Matthew Cowley – The Wall Street Journal, 06/27/2012
SAO PAULO–Moody’s Investors Service on Wednesday said it downgraded credit ratings of eight Brazilian financial institutions by one to three notches, as part of its global review of all banks with ratings higher than their home country’s sovereign rating.
“Our review indicated that there are little, if any, reasons to believe that these banks would be insulated from a government debt crisis,” Moody’s said in a press release. “More particularly, we note their significant direct exposure to the Brazilian government securities, equivalent to 167% of tier 1 capital on average.”

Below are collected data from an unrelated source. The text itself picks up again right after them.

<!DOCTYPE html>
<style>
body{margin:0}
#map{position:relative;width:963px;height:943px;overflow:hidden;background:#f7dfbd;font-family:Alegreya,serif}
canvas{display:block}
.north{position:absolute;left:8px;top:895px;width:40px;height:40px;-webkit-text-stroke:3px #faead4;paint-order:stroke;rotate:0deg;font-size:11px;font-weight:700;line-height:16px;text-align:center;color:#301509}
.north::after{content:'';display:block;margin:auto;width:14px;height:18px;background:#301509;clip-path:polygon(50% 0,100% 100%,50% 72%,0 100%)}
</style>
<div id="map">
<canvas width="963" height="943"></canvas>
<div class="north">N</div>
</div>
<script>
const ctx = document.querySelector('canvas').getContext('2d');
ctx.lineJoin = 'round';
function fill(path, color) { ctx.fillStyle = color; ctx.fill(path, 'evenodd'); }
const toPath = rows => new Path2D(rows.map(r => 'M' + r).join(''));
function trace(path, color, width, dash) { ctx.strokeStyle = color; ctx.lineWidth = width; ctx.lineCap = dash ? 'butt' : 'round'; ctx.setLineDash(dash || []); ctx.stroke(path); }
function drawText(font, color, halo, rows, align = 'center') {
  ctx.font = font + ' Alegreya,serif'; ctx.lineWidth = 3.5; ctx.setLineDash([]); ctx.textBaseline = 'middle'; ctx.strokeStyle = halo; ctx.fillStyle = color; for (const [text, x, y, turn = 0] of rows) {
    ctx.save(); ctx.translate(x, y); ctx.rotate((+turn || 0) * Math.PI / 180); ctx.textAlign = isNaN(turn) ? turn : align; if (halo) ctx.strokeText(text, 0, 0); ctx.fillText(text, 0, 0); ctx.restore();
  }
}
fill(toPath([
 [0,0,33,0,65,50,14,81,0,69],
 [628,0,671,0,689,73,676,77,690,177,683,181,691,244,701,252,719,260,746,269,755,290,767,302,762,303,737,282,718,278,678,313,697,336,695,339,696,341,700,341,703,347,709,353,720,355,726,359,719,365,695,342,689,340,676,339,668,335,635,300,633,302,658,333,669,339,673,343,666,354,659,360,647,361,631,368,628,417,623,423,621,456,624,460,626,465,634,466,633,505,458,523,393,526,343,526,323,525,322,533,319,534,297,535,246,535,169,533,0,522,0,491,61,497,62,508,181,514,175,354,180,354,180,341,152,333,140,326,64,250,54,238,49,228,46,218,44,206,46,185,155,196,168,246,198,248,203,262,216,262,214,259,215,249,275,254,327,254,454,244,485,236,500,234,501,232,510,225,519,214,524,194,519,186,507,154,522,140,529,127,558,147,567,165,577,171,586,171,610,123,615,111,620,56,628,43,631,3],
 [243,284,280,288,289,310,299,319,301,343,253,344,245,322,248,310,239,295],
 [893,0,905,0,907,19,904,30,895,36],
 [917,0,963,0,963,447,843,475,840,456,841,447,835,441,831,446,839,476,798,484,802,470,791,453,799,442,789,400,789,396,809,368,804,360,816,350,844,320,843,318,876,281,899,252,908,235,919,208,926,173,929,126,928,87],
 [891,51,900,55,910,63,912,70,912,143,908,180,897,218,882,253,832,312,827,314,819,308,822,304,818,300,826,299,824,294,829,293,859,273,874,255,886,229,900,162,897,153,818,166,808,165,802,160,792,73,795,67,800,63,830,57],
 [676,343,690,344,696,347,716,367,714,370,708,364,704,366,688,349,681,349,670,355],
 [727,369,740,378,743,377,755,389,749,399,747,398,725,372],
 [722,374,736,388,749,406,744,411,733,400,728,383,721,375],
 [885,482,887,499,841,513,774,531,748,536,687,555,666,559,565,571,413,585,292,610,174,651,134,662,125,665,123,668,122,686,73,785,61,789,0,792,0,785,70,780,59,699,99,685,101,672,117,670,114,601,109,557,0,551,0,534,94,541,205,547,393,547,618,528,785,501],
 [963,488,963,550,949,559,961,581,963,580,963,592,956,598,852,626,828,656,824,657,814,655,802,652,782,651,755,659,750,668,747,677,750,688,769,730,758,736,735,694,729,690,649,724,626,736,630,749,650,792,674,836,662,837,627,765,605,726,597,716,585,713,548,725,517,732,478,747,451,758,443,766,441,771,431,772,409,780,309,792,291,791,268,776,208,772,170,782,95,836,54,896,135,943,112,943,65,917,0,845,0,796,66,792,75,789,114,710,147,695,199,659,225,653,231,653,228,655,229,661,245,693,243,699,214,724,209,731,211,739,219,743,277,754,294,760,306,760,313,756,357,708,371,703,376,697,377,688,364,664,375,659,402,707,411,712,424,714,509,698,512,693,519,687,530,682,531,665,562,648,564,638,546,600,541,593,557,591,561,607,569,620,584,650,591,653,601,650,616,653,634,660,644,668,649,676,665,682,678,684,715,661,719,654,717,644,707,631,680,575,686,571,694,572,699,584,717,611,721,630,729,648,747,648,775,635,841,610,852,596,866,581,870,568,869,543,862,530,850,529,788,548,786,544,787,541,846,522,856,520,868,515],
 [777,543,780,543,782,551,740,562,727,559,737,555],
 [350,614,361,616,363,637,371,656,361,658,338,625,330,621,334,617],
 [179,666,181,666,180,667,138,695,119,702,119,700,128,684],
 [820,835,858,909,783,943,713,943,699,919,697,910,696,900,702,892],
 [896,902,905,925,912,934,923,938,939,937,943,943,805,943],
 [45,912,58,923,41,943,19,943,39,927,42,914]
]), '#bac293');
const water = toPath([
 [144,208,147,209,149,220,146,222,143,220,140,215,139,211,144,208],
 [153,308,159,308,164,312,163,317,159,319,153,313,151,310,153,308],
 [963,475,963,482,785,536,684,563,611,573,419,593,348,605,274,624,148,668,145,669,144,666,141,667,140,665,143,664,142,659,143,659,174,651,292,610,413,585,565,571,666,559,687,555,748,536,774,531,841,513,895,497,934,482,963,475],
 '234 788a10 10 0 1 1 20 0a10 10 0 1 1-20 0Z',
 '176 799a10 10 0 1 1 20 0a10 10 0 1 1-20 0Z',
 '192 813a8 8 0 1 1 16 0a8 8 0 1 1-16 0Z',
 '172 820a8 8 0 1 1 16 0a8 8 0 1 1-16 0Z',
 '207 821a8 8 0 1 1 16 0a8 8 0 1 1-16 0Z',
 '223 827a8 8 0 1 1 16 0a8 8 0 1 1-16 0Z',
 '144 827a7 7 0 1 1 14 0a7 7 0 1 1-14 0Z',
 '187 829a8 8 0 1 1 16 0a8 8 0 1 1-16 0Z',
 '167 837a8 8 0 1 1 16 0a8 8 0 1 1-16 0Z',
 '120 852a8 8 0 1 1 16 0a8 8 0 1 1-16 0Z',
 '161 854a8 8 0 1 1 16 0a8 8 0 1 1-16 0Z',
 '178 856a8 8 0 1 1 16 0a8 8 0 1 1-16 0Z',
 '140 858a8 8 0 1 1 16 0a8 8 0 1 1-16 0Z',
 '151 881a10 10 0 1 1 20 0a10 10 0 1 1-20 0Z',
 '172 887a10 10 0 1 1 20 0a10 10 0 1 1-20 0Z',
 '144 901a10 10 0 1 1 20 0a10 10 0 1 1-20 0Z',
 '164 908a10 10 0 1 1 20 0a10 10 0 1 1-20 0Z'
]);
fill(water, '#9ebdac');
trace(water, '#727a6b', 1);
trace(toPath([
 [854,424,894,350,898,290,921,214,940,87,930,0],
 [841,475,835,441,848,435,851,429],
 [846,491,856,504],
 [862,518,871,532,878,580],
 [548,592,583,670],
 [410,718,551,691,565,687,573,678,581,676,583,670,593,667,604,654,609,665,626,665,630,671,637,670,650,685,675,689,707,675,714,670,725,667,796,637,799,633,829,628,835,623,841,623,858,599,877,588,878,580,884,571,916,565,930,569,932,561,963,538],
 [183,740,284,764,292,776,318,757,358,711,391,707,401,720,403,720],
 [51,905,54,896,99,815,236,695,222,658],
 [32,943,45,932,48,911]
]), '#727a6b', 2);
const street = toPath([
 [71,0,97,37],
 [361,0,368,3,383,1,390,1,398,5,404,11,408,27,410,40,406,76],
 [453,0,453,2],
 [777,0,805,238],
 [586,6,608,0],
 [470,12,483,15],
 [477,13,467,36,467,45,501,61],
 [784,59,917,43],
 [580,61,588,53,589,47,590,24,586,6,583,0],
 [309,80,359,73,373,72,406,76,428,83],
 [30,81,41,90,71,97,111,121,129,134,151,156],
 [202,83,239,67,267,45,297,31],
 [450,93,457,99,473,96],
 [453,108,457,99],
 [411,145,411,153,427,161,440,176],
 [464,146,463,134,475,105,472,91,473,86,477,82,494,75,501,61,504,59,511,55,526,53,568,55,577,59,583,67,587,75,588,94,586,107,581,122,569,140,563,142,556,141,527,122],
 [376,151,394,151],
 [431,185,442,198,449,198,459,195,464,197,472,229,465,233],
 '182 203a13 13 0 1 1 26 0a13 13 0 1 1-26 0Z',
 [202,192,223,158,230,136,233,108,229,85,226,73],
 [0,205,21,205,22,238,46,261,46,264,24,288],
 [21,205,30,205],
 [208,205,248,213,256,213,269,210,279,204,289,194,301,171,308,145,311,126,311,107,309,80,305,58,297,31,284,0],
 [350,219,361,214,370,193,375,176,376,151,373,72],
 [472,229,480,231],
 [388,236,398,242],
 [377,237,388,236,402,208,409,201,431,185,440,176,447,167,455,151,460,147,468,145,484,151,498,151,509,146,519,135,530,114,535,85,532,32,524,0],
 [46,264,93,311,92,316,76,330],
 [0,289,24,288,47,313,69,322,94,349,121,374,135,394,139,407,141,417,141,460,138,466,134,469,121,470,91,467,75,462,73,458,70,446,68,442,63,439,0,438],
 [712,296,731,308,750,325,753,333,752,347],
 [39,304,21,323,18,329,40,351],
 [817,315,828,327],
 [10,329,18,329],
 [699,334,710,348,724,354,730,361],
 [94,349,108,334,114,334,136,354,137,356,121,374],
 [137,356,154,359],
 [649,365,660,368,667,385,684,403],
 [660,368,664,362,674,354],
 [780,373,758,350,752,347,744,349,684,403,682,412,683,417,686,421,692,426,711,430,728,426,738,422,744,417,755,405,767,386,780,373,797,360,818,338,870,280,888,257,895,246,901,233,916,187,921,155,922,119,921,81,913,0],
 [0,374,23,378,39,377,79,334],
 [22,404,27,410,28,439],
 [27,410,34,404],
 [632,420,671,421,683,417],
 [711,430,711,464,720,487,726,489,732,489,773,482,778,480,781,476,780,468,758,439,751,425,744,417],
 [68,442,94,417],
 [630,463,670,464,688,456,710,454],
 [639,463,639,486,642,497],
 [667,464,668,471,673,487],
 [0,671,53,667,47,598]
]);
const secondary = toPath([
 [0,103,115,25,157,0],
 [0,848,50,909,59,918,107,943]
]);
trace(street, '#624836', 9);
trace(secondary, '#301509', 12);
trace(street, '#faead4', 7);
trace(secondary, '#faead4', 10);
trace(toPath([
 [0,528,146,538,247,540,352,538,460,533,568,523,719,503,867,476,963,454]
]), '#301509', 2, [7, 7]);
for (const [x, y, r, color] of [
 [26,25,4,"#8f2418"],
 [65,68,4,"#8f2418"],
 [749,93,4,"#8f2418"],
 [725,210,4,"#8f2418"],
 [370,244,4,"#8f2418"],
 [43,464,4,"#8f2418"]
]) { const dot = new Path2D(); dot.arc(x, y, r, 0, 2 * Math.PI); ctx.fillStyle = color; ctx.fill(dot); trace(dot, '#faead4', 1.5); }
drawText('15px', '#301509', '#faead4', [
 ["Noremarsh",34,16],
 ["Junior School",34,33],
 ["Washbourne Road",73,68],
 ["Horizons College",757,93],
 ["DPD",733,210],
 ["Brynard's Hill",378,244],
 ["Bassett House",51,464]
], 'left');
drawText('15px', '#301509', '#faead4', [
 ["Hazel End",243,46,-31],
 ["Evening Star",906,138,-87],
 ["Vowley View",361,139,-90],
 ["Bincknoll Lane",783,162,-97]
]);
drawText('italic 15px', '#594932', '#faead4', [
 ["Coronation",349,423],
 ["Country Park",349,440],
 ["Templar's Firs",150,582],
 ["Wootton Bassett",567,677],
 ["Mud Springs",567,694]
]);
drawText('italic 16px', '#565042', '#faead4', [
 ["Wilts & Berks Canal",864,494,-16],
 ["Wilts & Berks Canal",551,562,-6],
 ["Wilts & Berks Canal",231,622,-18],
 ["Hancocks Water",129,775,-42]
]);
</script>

Moody’s downgraded the following banks to the level of Brazil’s sovereign credit rating: Banco do Brasil SA (BBAS3.BR, BDORY), Banco Safra SA, Banco Santander (Brasil) SA (SANB3.BR, BSBR) and HSBC Bank Brasil–Banco Multiplo SA.
Luciana Magalhaes – Dow Jones/WSJ, 02/09/2012
The chief executive of Itau BBA, the investment-banking unit of Brazil’s Itau Unibanco Holding SA (ITUB, ITUB4.BR), said the firm won’t change the pace of its Latin American expansion in the face of rival BTG Pactual’s growth in the region.
BTG this week concluded the acquisition of Celfin Capital, Chile’s leading financial and brokerage firm, which also has operations in Peru and Colombia.
Jean-Marc Etlin, Itau BBA’s CEO, said he is now evaluating the best strategy for entering the Mexican market, where Itau BBA plans to start wholesale and investment-banking operations in 2013. While the bank so far has opted for a strategy of organic growth, “we will always be open to look at opportunities,” he said, referring to the possibility of acquisitions.